The closesty one might be getting to the scale of the urban transformation Berlin was going through since its re-unification should be what is going on in Chinese cities where old cities are rebuilt in a seemingly endless process of creative destruction of the old urban spaces and erecting in their place as endless anfilade of new ones, where new cities spring up by the dozen in places and spaces only recently on the very margins of global field of attention, and where the transformations in terms of how these cities are experienced and narrated are yet to find their sufficiently verbalized predictions or realizations. For comaparison with Berlin I presume Hong Kong would have a fitting combination of change and continuity, of the old and the new, that would let a sense of comparative learning from a pair of examples of urban transformations about how urban narratives in discourse and space get formed, reformed and represented. Is it about urban aesthetics, urban modernity, or urban culture? I am not sure if it is any of the above or all of them. One could argue against urban modernism and avant-garde on the basis of their lacking appear to the masses that ultimate make or break a city's fortunes. It's is difficult to argue that New York's MoMA's renovation, opened to the public to the tune of a billion large price tag, has made much of a difference of how New Yorks international image was narrated and experienced ever since. How many films have actually taken it into a focus? How many works of literature have made a reference to its high-brow modernist recast? How much of an impact its forms have had on the architectural or urbanist discourse? One might still be looking for an NY MoMA phenomenon as far as urban change and identity are concerned.

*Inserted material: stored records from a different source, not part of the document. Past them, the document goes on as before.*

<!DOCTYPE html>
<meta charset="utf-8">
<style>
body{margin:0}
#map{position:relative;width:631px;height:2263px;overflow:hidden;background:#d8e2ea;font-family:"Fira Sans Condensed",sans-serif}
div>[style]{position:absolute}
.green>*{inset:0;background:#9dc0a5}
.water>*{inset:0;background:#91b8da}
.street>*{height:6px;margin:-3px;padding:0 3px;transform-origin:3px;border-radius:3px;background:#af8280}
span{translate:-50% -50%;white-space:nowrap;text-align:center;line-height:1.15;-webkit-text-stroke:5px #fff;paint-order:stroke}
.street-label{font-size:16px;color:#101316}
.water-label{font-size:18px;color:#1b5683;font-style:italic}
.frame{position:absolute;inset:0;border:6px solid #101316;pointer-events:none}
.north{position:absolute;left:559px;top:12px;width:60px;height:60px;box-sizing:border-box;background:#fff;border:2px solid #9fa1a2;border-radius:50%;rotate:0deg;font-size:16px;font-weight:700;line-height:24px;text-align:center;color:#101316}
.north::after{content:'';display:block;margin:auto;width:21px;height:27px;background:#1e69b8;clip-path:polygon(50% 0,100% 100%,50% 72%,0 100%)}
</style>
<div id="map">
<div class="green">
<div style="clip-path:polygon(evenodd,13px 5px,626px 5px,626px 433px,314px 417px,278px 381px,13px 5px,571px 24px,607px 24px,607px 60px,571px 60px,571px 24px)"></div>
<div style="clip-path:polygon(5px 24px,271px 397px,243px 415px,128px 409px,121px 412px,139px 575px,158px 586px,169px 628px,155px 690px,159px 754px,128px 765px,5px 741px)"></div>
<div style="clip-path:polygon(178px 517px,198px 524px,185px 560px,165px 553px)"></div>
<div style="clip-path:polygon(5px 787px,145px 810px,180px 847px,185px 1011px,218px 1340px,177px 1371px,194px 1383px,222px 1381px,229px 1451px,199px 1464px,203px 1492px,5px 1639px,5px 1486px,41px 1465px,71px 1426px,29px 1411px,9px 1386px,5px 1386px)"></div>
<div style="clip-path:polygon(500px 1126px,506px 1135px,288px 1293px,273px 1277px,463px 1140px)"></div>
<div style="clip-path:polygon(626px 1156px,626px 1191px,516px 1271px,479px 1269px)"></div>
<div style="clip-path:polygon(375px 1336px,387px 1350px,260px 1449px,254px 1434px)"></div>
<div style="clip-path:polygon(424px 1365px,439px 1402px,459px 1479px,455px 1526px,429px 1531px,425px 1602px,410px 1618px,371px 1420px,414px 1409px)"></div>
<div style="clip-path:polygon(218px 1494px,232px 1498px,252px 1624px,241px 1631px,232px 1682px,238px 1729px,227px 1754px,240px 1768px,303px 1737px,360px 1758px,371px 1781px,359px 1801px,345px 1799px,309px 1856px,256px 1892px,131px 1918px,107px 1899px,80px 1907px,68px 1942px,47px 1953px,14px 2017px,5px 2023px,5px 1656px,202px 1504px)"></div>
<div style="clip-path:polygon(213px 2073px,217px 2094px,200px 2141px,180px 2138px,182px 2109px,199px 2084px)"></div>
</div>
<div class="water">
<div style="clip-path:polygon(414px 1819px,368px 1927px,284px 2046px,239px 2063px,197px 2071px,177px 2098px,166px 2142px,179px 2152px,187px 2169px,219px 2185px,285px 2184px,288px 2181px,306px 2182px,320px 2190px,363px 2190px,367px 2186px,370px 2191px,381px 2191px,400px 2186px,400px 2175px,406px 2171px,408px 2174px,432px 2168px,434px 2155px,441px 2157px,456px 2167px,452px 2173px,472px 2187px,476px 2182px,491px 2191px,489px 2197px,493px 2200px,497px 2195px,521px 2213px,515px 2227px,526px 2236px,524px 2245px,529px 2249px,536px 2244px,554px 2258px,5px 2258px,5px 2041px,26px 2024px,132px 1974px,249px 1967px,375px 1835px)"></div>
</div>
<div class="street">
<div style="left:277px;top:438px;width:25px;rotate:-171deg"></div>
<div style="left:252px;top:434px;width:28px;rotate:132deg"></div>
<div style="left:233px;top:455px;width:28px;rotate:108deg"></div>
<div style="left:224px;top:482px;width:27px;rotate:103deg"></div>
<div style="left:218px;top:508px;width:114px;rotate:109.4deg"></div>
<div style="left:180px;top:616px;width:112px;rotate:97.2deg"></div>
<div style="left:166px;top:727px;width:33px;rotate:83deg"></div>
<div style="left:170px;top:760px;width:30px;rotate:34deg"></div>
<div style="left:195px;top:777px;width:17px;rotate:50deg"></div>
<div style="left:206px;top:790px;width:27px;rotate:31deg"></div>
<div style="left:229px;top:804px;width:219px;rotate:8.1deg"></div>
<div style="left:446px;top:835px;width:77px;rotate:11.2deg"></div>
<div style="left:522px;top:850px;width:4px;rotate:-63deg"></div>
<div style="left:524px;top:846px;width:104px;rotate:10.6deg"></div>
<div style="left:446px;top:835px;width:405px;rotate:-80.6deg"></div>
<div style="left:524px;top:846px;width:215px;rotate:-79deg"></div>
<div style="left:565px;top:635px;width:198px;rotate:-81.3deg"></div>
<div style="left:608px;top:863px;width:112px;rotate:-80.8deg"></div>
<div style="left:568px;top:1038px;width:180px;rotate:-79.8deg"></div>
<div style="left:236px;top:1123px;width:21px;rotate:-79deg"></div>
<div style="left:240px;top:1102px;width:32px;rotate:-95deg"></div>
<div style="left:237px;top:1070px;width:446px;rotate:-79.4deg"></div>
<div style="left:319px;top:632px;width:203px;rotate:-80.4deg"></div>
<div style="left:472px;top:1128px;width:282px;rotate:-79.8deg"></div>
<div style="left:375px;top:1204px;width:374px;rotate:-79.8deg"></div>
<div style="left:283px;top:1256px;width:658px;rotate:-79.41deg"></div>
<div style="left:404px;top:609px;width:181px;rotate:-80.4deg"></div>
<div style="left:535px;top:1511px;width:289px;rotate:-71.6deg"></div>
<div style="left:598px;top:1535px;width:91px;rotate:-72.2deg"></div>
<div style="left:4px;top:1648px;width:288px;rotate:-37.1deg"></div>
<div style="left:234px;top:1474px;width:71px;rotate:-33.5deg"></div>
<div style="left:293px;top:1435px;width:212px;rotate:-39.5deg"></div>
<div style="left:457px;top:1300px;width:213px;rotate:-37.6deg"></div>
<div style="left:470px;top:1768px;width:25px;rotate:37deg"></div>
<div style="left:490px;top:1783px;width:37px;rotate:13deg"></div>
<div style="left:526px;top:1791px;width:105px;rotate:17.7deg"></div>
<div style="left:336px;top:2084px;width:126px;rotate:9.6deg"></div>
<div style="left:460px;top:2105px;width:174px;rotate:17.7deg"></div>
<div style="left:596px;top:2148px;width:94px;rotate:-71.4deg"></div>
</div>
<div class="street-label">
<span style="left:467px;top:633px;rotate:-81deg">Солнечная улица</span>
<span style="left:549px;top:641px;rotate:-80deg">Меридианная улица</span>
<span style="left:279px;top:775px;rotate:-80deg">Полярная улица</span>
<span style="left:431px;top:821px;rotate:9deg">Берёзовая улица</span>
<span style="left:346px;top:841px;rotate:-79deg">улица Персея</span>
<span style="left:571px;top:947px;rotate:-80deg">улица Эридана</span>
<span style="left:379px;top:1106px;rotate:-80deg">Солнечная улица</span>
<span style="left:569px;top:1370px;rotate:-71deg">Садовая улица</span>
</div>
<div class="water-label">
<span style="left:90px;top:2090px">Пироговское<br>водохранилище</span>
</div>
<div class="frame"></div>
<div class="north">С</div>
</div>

It may be that only thinking about Hong Kong that a sense of newness of New York and America's rise to the position in the international scene it enjoys now sinks in. Without going to Wikipedia entries on the two cities just yet, it does seem plausible that Hong Kong would show more historical depth, continuity, and weight than New York does. After all, there are few of the historical snapshot moments that decorate New York's history - the one dollar purchase, initial christening as New Amsterdam, rapid spread amid pre- and later intensely industrial wasteland - that may be as easily applicable to Hong Kong as an urban text. One can surely argue about the post-European legacy, British colonization, and common modern foundations of the two metropolises. However, The historical background and the sense that for New York what would be a common denominator is the whole story whereas for Hong Kong there are layered grounds of historical comparison that are yet to be properly decifered and read might contribute to a sense that a different historical and contemporary dynamics may be at work in the two cities. That should all the more so apply when their brand identities, so to say, may be sought to be compared to each other. The question is not just whether Hong Kong might want to become the New York of East Asia, since one might justly question what if it would have to re-think itself from probably an unsustainable model for imitation or emulation, however one wants to call the process of learning from other cities' success or stories of it.

The question is more along the likes of whether cities have their unique stories to tell and whether there are meaningful ways to compare between them.